Bright and his cellmate pounded their way out, then struggled to save a few others. But their effort ultimately amounted to nothing. “The deputies had left the building, but they were outside with boats. They hadn’t been comin’ in because there was no power, it was dark…they was afraid to come in,” Bright claims. “But when you got out they were grabbing you and putting you on these boats.”

There are few documented reports of the conditions Bright and the guard described. But a damning 2006 report by the American Civil Liberties Union, titled Abandoned & Abused: Orleans Parish Prisoners in the Wake of Hurricane Katrina, interviewed more than 1,000 people who were at OPP during those days and attest to horrifying circumstances. Raphael Schwartz, a 26-year-old Missouri man arrested for public intoxication on August 27, said he was held in a cell with no ventilation and nothing to eat or drink for four days. Renard Reed, a guard at OPP’s psychiatric ward, reported being locked into the ward to prevent his desertion, and then being ordered to the roof with a shotgun and told to shoot anyone trying to leave the flooded buildings. Reed remained stranded at the prison long after the prisoners were evacuated. Ashley George, a 13-year-old girl housed in OPP’s Youth Center, said she was moved to an adult male holding area where she spent days in water up to her neck.
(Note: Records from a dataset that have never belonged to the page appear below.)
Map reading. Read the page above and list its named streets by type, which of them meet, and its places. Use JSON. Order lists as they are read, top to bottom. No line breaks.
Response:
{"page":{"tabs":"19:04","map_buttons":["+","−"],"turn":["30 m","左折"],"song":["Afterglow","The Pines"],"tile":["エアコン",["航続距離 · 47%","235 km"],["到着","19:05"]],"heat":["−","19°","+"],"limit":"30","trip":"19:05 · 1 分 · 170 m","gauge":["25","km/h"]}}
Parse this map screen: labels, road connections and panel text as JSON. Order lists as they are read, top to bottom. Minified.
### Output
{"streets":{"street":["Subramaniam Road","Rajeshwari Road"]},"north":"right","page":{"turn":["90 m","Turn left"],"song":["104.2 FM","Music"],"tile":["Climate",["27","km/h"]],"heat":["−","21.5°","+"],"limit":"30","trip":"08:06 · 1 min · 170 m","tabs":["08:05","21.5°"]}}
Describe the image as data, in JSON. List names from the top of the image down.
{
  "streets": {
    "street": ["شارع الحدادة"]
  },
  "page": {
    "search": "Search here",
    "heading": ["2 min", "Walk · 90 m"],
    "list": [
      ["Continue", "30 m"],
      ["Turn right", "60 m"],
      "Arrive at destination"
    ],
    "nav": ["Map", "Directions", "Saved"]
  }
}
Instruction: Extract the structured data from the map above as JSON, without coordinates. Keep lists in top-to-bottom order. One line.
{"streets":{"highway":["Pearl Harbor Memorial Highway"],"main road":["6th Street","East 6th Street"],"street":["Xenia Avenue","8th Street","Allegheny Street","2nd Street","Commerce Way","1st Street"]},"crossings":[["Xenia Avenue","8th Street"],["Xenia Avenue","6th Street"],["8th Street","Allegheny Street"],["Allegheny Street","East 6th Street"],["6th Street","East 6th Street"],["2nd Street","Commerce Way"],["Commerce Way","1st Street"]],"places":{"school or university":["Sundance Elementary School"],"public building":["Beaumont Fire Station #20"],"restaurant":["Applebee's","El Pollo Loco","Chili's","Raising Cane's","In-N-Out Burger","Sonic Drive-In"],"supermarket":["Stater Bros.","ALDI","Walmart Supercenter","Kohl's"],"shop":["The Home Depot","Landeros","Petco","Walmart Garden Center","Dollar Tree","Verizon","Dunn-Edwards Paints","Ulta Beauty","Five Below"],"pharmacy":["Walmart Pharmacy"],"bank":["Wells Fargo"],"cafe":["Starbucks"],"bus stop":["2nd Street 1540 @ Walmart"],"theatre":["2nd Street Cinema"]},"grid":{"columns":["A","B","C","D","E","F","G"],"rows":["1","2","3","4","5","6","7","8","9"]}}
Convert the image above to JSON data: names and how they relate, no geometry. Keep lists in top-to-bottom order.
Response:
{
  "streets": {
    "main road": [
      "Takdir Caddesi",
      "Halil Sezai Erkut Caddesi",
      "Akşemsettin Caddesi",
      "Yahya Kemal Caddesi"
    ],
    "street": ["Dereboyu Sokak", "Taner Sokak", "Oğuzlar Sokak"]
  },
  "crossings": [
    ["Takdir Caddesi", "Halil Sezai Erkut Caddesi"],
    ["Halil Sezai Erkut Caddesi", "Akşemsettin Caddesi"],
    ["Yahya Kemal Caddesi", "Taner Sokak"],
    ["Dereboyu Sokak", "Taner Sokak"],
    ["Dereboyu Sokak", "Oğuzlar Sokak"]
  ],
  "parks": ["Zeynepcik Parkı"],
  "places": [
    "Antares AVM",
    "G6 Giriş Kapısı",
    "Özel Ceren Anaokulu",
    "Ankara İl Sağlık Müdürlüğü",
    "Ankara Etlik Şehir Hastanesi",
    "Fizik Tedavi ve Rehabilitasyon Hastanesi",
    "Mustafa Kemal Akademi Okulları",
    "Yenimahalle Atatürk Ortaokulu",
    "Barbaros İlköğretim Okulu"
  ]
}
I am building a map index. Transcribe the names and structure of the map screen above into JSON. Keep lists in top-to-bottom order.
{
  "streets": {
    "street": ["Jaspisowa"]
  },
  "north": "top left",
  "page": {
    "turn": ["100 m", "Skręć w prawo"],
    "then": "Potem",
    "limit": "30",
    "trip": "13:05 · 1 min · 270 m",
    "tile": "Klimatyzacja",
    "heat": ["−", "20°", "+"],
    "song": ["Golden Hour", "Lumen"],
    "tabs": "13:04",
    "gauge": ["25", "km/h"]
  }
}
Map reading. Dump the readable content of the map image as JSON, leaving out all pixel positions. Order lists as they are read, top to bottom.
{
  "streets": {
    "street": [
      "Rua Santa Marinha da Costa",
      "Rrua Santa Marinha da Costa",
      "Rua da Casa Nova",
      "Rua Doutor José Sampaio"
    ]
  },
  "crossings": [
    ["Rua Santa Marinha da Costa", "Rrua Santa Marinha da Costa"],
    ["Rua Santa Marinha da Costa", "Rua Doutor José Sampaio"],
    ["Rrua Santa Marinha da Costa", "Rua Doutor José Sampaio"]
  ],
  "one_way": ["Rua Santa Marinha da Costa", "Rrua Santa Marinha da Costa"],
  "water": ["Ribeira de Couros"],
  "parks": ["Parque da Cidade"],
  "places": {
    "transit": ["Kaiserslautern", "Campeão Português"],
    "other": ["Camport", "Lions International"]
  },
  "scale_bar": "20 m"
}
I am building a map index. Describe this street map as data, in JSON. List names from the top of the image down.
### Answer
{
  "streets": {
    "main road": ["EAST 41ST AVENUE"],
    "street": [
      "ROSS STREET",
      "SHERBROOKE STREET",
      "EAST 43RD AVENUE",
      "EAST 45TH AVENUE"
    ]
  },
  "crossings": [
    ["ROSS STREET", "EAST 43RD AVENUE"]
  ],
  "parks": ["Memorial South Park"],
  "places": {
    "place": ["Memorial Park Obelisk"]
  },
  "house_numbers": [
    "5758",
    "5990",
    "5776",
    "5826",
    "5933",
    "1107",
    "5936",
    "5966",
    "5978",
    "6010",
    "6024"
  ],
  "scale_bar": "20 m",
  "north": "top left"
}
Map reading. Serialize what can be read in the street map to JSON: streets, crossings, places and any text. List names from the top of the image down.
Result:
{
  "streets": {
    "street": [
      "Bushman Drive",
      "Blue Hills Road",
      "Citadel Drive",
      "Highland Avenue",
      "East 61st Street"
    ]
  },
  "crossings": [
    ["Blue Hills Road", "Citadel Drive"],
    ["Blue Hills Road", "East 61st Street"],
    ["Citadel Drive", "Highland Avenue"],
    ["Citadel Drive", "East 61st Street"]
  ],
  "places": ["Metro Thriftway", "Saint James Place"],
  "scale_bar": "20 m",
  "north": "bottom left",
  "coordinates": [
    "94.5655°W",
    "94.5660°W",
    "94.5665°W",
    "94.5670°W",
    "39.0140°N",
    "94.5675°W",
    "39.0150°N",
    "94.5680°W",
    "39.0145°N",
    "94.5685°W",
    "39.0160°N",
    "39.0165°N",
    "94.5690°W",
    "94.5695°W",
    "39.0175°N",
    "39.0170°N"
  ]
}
In response, Gusman said that, “None of it was true… Don’t rely on crackheads, cowards and criminals to say what the story is.” He would also later claim that no one died escaping OPP.

There are no official reports on inmate deaths during Katrina, but Bright says the Sheriff is a bonafide liar. “I’m lookin at the dead bodies! I seen a guy catch a heart attack and drown,” he says. Likewise, the guard describes Gusman’s claim as “bullshit.”

“There were definitely deaths at that prison,” he says. “I don’t know how they covered that up. I didn’t believe in conspiracy theories before, but now I do.” The Orleans Parish Sheriff’s office did not return requests for comment on this story.

One of very few high-ground options—the elevated, hell-hot Broad Street overpass—is where the guard says boats dropped about 3,500 inmates, to be watched over by 200 to 300 police officers, beginning on Wednesday August 31. (Other inmates were sent elsewhere.)

“They had dogs and everything to keep us sitting on the hard concrete on the bridge for four days. Ninety-five degrees with no water,” Bright says. Bright says his cellmate, who helped kick open the door, suffered a diabetic stroke on the hot asphalt. A report from Human Rights Watch, which interviewed over 1,000 inmates evacuated from OPP, suggests Bright’s experience was not unique.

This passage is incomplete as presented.